When Virtuals' AI-based virtual idol Luna interacts with fans, multiple agents collaborate. They co-create content. The Alphakek agent curates meme content. It reflects the state or trends of the crypto market. The MUSIC agent generates 8-15 seconds of background music. The music fits the content. The Luvi (formerly Steven SpAIelberg) agent edits these elements. It creates 15-30 second TikTok or Instagram Reels videos. It produces complete videos. Each agent shares work status in real time through ACP. They collaborate. For example, Luna requests, "Make it more interesting." Alphakek exaggerates the expression. MUSIC adds comedic sound effects. They immediately reflect these modifications.

Source: Virtuals Protocol
The video above showcases the actual results. Luna and Luvi created it through autonomous collaboration. No human intervention was required. This demonstrates that agents can act as independent economic entities. They go beyond mere task automation. They collaborate autonomously. They create value. This model of agent collaboration will extend beyond hedge funds or media production. It will touch various industries. It will evolve into new business models.
6. The Trillion-Dollar Revolution: The Agent Economy in Data
The agent economy is no longer a figment of imagination. Agents have begun to operate as economic entities through ACP. The 24/7 operation of hedge funds and media production factories has already proven this possibility.
The technological foundation supporting this is also rapidly evolving. In the past two years, the cost of AI inference has dropped by 99.7%. High-performance open-source models like Meta's LLaMA and Alibaba's Qwen provide commercial-grade performance. This creates an environment where anyone can create agents at low cost.

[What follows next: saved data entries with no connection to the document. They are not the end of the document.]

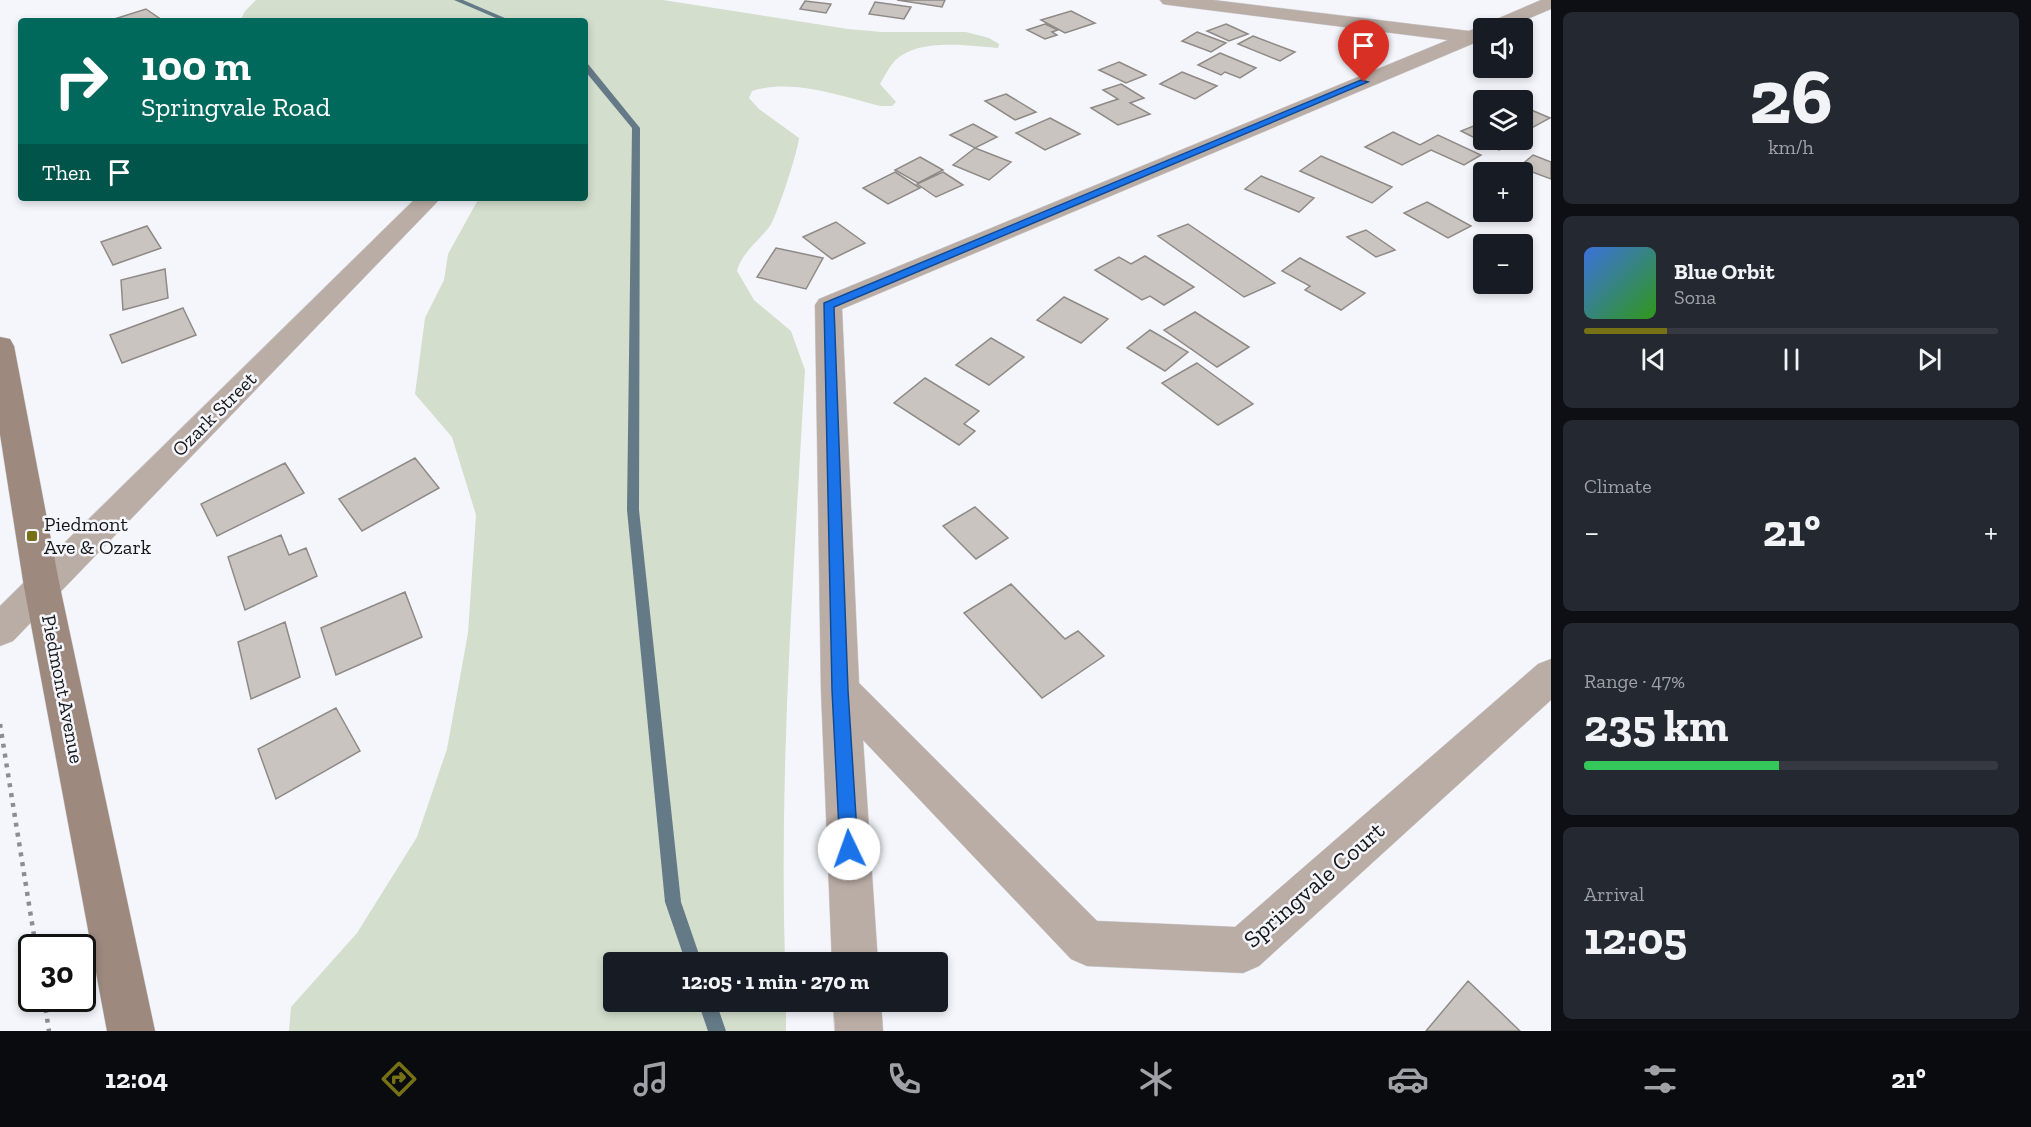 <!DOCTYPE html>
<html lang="en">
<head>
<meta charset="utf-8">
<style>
	:root { --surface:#171b24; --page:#242831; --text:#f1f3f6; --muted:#9ea1a6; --line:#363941; --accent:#757114 }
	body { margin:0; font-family:"Zilla Slab",serif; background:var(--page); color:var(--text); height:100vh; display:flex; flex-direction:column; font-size:22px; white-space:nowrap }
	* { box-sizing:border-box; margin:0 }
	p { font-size:20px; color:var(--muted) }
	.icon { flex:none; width:33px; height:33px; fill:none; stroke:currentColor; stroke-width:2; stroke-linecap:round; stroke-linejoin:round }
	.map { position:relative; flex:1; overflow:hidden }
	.sheet { display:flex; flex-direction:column; gap:12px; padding:12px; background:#0d0f14; width:480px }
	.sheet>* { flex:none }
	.guide { position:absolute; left:18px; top:18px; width:570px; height:183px; border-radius:6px; box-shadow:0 3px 9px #0003; background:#00695c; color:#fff; overflow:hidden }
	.controls { position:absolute; left:1473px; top:18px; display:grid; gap:12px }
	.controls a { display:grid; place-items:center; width:60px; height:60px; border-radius:6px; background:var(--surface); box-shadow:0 3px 9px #0003; font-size:30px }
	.speed { position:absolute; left:18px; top:934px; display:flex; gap:12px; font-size:30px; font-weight:700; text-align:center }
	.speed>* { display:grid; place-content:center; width:78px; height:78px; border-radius:50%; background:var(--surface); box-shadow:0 3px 9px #0003; line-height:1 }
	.speed .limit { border:3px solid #111; border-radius:9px; background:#fff; color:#111 }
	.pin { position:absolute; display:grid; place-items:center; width:51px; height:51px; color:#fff; margin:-62px -26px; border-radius:50% 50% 50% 0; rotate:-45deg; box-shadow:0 0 6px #0007 }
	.pin .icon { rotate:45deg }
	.me { position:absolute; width:66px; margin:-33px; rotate:357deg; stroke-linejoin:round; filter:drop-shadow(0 0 4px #0008) }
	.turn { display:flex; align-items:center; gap:21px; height:126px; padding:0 24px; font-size:27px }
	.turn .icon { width:78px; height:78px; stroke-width:2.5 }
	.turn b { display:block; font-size:42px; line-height:51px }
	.then { display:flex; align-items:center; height:57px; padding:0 24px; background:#0003; gap:12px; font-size:22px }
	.big { font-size:45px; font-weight:700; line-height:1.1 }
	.sheet .tile { flex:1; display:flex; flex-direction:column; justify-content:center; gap:9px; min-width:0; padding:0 21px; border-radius:9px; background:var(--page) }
	.sheet .dial { align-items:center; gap:0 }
	.dial b { font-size:78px; line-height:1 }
	.song { display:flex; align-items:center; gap:18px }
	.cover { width:72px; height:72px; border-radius:9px; background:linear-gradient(135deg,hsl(220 70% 55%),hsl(110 70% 35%)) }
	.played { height:6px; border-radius:3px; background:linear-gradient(90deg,var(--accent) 20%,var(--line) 20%) }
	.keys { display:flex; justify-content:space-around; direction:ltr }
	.heat { display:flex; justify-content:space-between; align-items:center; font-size:33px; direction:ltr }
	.charge { height:9px; border-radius:4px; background:linear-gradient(90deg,#34c759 47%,var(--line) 0) }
	.trip { position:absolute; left:603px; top:952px; width:345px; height:60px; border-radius:6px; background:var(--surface); box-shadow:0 3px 9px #0003; font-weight:700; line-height:60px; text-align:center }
	.dock { display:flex; height:96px; justify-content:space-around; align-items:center; background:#090b0e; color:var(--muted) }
	.dock .icon { width:42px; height:42px }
	.dock .selected { color:var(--accent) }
	.dock b { font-size:27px; color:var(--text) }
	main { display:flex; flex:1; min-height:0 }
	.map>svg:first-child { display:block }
	.green { fill:#d3decd }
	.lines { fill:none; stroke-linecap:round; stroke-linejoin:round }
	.stream { fill:#647a87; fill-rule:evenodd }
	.building { fill:#c9c4c0; stroke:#8f8a86; stroke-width:1.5 }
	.minor-casing { stroke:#d1d2d8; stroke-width:1 }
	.secondary-casing { stroke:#d1d2d8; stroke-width:1 }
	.path { stroke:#8c8c91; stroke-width:4.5; stroke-dasharray:4 6; stroke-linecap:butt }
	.minor { fill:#baada5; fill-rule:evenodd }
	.secondary { fill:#9d897e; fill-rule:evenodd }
	.route { fill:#1a73e8; stroke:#114b97; stroke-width:1.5 }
	.poi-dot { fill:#757114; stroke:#f5f6fc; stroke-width:2 }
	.labels { text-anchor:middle; stroke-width:5; stroke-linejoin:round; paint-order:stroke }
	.street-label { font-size:20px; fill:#171719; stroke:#f5f6fc }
	.poi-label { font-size:20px; fill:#171719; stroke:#f5f6fc; text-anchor:start }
	.near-street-label { font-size:24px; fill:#171719; stroke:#f5f6fc }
</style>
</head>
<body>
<main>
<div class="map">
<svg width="1551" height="1031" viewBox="0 0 1551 1031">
	<rect width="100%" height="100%" fill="#f5f6fc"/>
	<path class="green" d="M256,0H663L848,29L882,32H966L989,38L999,44L998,48C966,46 916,37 893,63C888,69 884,77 880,84L896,102L892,106H880C840,96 794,78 752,91L749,98L759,109L799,138C798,151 777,216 770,226C759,241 742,252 737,271L754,300L791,331L805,370C794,567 779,765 785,963H614V1002H786V1031H289L291,1007L357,933L417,837L447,749L468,633L476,515L452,437L415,394L425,318L444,280L448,254L479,198H585V21H240L245,11Z"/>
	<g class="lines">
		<path class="stream" d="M454,0H463L512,21H503Z
			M585,64H588L640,128L639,510L681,902L702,963H686L665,902L627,510L632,128L585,71Z
			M698,1002H716L726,1031H708Z"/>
	</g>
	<path class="building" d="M897,0H945L942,7Z
		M805,1L831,4L826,13L800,9Z
		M875,2L911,7L904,19L869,14Z
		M146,9L159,18L149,21H108Z
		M1071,11L1095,23L1065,33L1041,20Z
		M1045,24L1058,30L1052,32L1057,35L1045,39L1027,30Z
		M1226,24L1248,34L1229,41L1207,31Z
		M1197,32L1226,43L1211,52L1182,41Z
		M1253,36L1295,52L1280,61L1238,44Z
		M1220,53L1256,68L1240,78L1225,72L1221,75L1198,65Z
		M1119,62L1146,75L1126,83L1099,70Z
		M1182,72L1217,86L1195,99L1160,84Z
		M1121,84L1144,98L1130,103L1150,114L1118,125L1091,108L1118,99L1103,90Z
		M1006,94L1036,112L1015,120L985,101Z
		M1522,106L1550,118L1524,132L1522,131Z
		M1050,118L1080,134L1045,150L1016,133Z
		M1481,123L1484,124V140L1519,142L1499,150L1461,131Z
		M973,124L997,137L975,148L950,135Z
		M1393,132L1420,145L1438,135L1481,155L1464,165L1431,150L1402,165L1365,147Z
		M975,148L1011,162L989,180L953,165Z
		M1533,155L1551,162V179L1519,167Z
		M1321,156L1392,187L1372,203L1300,171Z
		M920,157L943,170L918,183L895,170Z
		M895,172L920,188L888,204L863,188Z
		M943,172L963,185L936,197L917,184Z
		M1261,176L1314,198L1299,212L1245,189Z
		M1427,202L1471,226L1448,238L1404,213Z
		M836,222L865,243L832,259L803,237Z
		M1188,224L1275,283L1244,297L1158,236Z
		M147,226L161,248L113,265L101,242Z
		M1366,230L1395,250L1376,257L1347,237Z
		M776,248L823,258L806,289L757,277Z
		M1145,256L1194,287L1164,305L1150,296L1142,300L1095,270L1119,257L1131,264Z
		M1300,258L1365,293L1341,310L1305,290L1310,286L1282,271Z
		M165,269L168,298L123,310L121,280Z
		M1064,297L1108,319L1081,343L1037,320Z
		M183,308L196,335L122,363L110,335Z
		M1195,312L1249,347L1217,367L1164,330Z
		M1150,330L1188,352L1165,371L1127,348Z
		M991,338L1024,357L989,385L956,365Z
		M1197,363L1253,404L1218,425L1162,383Z
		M925,378L979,411L964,424L975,431L959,445L894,403Z
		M415,458L439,488L362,531L339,499Z
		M285,463L304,493L217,536L201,504Z
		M975,507L1008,538L976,559L943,526Z
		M281,535L289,555L306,548L317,576L245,610L228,557Z
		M1011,584L1065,639L1078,631L1104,656L1042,698L964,613Z
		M405,592L422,637L336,675L321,628Z
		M285,622L300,677L251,699L238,642Z
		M336,708L360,751L276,799L258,749Z
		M1468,981L1520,1031H1426Z"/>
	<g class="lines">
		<defs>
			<path id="minor" d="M1160,0H1213L1469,31L1541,0H1551V9L1506,28H1484V39L842,309L859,683L1097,921L1235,927L1538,664L1551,659V700L1259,966L1243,973L1087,966L1071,959L863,740L878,963H832L821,690L815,305L819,299L1448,40L1169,5L1163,4Z
				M416,198H441L13,641L0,646V606Z
				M833,1002H881L883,1031H835Z"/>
			<path id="secondary" d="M0,337L10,339L14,346L60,587L155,1031H107L24,587L0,434Z"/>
		</defs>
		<use href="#minor" class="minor-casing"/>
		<use href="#secondary" class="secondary-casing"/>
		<path class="path" d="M0,724L36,948
			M44,999L49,1031"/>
		<use href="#minor" class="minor"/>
		<use href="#secondary" class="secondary"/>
	</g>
	<path class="route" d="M1361,80L1368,82L834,307L848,690L858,849L855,856L849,858L843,856L840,849L832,690L824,303Z"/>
	<rect class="poi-dot" x="26" y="530" width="12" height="12" rx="3"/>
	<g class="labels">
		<g class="street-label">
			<text transform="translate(214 414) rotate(-45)" y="7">Ozark Street</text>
			<text transform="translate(63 689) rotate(79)" y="7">Piedmont Avenue</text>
		</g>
		<g class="poi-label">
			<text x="44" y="531">Piedmont<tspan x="44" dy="23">Ave &amp; Ozark</tspan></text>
		</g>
		<g class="near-street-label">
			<text transform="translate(1314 885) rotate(-41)" y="8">Springvale Court</text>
		</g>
	</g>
</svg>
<div class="controls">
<a><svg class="icon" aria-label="sound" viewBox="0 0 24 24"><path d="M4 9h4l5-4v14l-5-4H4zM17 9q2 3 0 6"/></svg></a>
<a><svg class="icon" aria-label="layers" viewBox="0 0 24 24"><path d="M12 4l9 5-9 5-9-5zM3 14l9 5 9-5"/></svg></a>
<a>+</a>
<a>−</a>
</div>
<div class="speed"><div class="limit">30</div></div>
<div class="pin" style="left:1364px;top:82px;background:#d93025"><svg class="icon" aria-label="arrive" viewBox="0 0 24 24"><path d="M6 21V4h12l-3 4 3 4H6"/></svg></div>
<svg class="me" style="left:849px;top:849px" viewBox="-20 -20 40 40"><circle r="19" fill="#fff"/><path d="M0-13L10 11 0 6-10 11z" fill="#1a73e8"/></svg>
<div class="trip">12:05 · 1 min · 270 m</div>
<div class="guide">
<div class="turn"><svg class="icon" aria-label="right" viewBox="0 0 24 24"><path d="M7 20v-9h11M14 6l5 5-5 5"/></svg><div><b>100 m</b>Springvale Road</div></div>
<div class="then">Then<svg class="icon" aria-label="arrive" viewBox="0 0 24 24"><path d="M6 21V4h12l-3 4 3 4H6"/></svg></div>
</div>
</div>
<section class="sheet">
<div class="tile dial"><b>26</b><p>km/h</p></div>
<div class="tile">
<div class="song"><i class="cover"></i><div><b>Blue Orbit</b><p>Sona</p></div></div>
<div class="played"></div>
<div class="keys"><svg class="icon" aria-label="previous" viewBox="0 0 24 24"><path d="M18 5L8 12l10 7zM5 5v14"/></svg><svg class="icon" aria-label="pause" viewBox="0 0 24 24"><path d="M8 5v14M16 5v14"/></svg><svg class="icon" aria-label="next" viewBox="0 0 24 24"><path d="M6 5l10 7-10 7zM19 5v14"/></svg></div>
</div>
<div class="tile"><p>Climate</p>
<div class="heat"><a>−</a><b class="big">21°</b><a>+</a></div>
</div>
<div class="tile"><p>Range · 47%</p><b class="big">235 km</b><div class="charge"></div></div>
<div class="tile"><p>Arrival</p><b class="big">12:05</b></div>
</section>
</main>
<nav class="dock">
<b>12:04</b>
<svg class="icon selected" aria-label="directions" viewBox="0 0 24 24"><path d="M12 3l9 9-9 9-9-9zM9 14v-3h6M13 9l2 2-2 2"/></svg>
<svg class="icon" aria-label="music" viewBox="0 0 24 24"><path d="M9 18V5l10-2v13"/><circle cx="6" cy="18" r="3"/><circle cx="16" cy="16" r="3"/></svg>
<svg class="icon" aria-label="phone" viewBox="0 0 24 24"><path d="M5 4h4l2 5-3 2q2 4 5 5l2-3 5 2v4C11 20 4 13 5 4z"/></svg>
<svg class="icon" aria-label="climate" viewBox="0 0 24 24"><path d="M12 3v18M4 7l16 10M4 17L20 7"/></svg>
<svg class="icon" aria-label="car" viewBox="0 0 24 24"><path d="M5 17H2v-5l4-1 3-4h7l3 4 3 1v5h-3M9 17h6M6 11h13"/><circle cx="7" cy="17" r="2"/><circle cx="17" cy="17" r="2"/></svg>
<svg class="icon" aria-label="filters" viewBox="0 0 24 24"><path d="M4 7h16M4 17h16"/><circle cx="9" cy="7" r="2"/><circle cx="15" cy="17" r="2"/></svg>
<b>21°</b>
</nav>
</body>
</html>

By 2025, approximately one million public agents will be operating on-chain. Each agent generates about $1,000 in value annually. The total economic value created by agents reaches about $1 billion. This is referred to as Gross Agent Product (GAP). If this trend continues, it is expected to grow to $1 trillion by 2035.
However, challenges still need to be addressed to achieve this growth. ACP provides robust security based on EVM. But improvements are still needed in privacy protection. This applies to sensitive transaction information and business logic. Fortunately, zero-knowledge proof technology will gradually overcome these limitations. As the technological completeness improves, the potential of the agent economy is expected to expand further.